# Stainless Guides



## JoeyWelch (Sep 25, 2009)

A Star deluxe Spinning rod with stainless ring guides. How well will they hold up to braid? I've alway's used the rod with mono only but now have the need to use it with braid. Maybe 20lbs of drag.

Should I just strip it and put SIC guides on or will the Stainless last a while. Thanks for any help.


----------



## Billcollector (Oct 16, 2009)

If it is the graphite 8ft star rod, stay the hell away form them. They are a piece of crap. The stainless will hold up to the pressure, but not the abrasiveness of the braid in the application you will be using it.


----------



## JoeyWelch (Sep 25, 2009)

Not sure which blank it is but it's one of the older ones. I've had it for probablly 10 years.

I kinda thought that would be the answer I would get on the guides. Thanks BC.


----------



## tom wicker (Oct 16, 2007)

jlw1972 said:


> A Star deluxe Spinning rod with stainless ring guides. How well will they hold up to braid? I've alway's used the rod with mono only but now have the need to use it with braid.

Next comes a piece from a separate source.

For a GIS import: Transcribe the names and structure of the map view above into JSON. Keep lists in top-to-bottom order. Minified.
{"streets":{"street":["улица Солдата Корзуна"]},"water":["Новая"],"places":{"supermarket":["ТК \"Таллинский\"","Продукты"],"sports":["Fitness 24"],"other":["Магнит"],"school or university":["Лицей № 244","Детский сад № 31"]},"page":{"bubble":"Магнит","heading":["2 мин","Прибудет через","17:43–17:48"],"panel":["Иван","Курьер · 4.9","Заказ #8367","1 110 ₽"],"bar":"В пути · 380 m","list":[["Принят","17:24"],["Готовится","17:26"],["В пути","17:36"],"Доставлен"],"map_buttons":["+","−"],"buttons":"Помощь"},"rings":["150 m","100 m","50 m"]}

Maybe 20lbs of drag.
> 
> Should I just strip it and put SIC guides on or will the Stainless last a while. Thanks for any help.


Not all braids are created equal. The technology and the materials to manufacture the braids have changed alot.

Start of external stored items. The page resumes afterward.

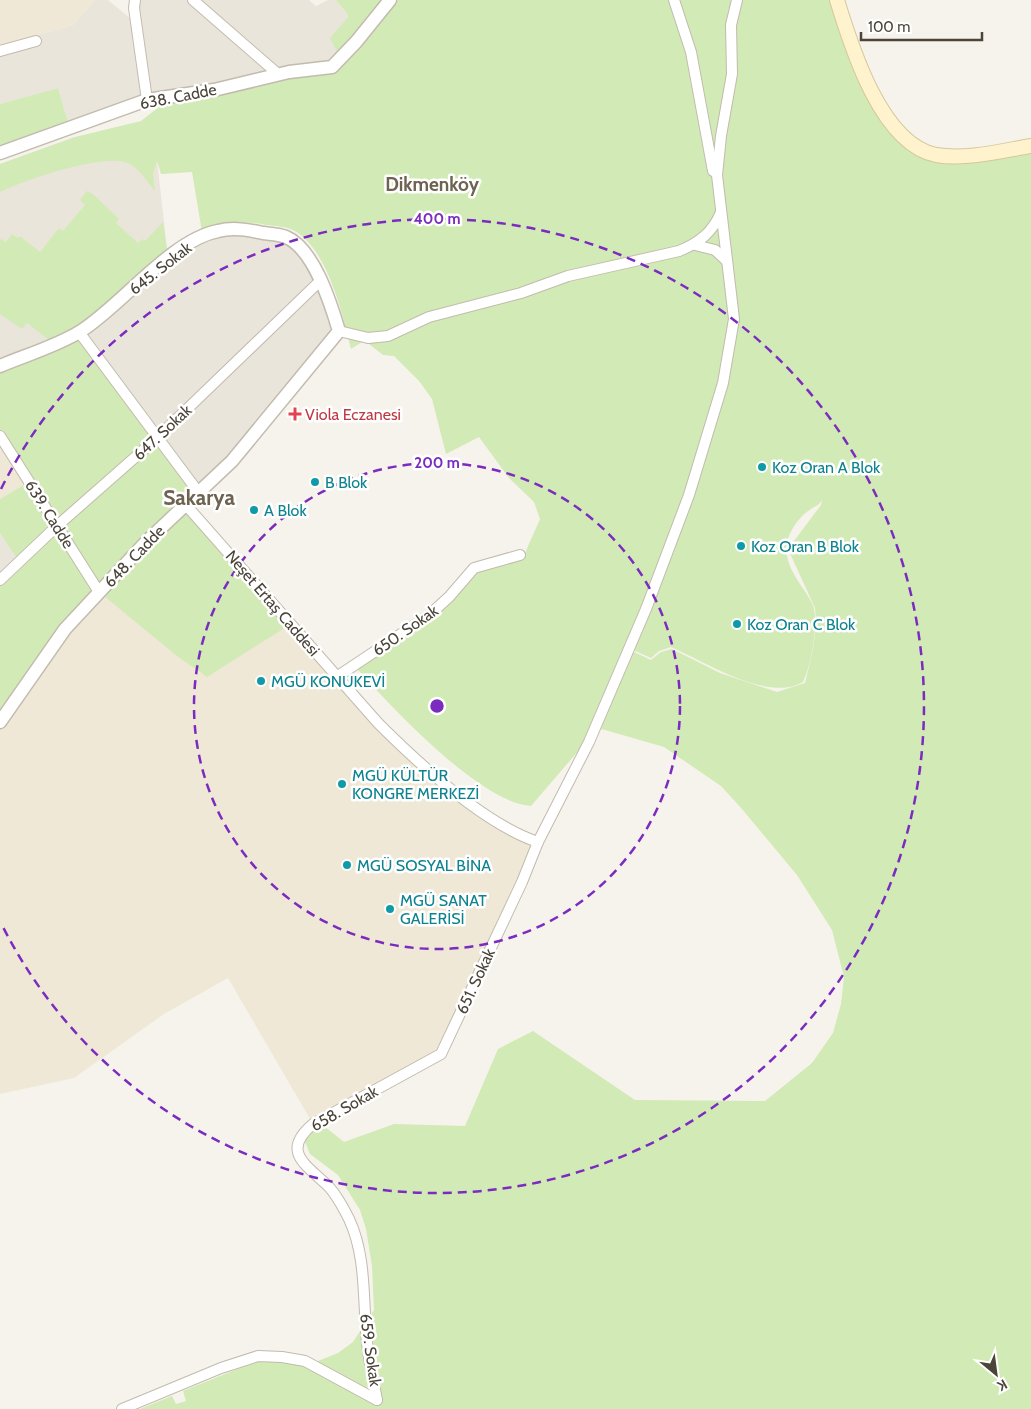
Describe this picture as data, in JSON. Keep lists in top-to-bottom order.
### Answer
{
  "streets": {
    "street": [
      "638. Cadde",
      "645. Sokak",
      "647. Sokak",
      "639. Cadde",
      "648. Cadde",
      "Neşet Ertaş Caddesi",
      "650. Sokak",
      "651. Sokak",
      "658. Sokak",
      "659. Sokak"
    ]
  },
  "crossings": [
    ["645. Sokak", "647. Sokak"],
    ["645. Sokak", "648. Cadde"],
    ["647. Sokak", "639. Cadde"],
    ["639. Cadde", "648. Cadde"],
    ["648. Cadde", "Neşet Ertaş Caddesi"],
    ["Neşet Ertaş Caddesi", "650. Sokak"],
    ["Neşet Ertaş Caddesi", "651. Sokak"],
    ["651. Sokak", "658. Sokak"],
    ["658. Sokak", "659. Sokak"]
  ],
  "districts": ["Dikmenköy", "Sakarya"],
  "places": {
    "health": ["Viola Eczanesi"],
    "other": [
      "Koz Oran A Blok",
      "B Blok",
      "A Blok",
      "Koz Oran B Blok",
      "Koz Oran C Blok",
      "MGÜ KONUKEVİ",
      "MGÜ KÜLTÜR KONGRE MERKEZİ",
      "MGÜ SOSYAL BİNA",
      "MGÜ SANAT GALERİSİ"
    ]
  },
  "scale_bar": "100 m",
  "north": "bottom right",
  "rings": ["400 m", "200 m"]
}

1st Generation braids were the ones that cause most of the commotion about braids cutting guides and they did. Consequently most of those 1st gen braids have been phased out.

Subsequent braids, and braid manufacturers changed weave patterns and also bonded the fibers to make the surface of the braid smoother and less like a chain saw.

Answers to your questions:

1. all of them. since the spine (how your rod blank bends) in a rod with properly spaced eyelets distributes force evenly all of your eyelets will take the load. If you notice wear on only some of your eyelets then they were not spaced properly when they were tied.

2. Your guides are like chromium plated. Hard Chrome also called Engineering Chrome is an electroplating process that adds a very thick layer (in comparison to decorative chrome, like on engine parts) which reduces wear, friction, and increases corrosion resistance. You should be fine.


If you fish ALOT you're going to get guide wear. It happens, you're going to break stuff the world isn't perfect. Inspect your rods after every outing and check for wear. If you notice your guides going, time to get them replaced. I replace more guides to breakage (mostly getting them caught on something), load wear (the weld joint between the ring and the guide legs), or fatigue (the legs start bending or deforming).


----------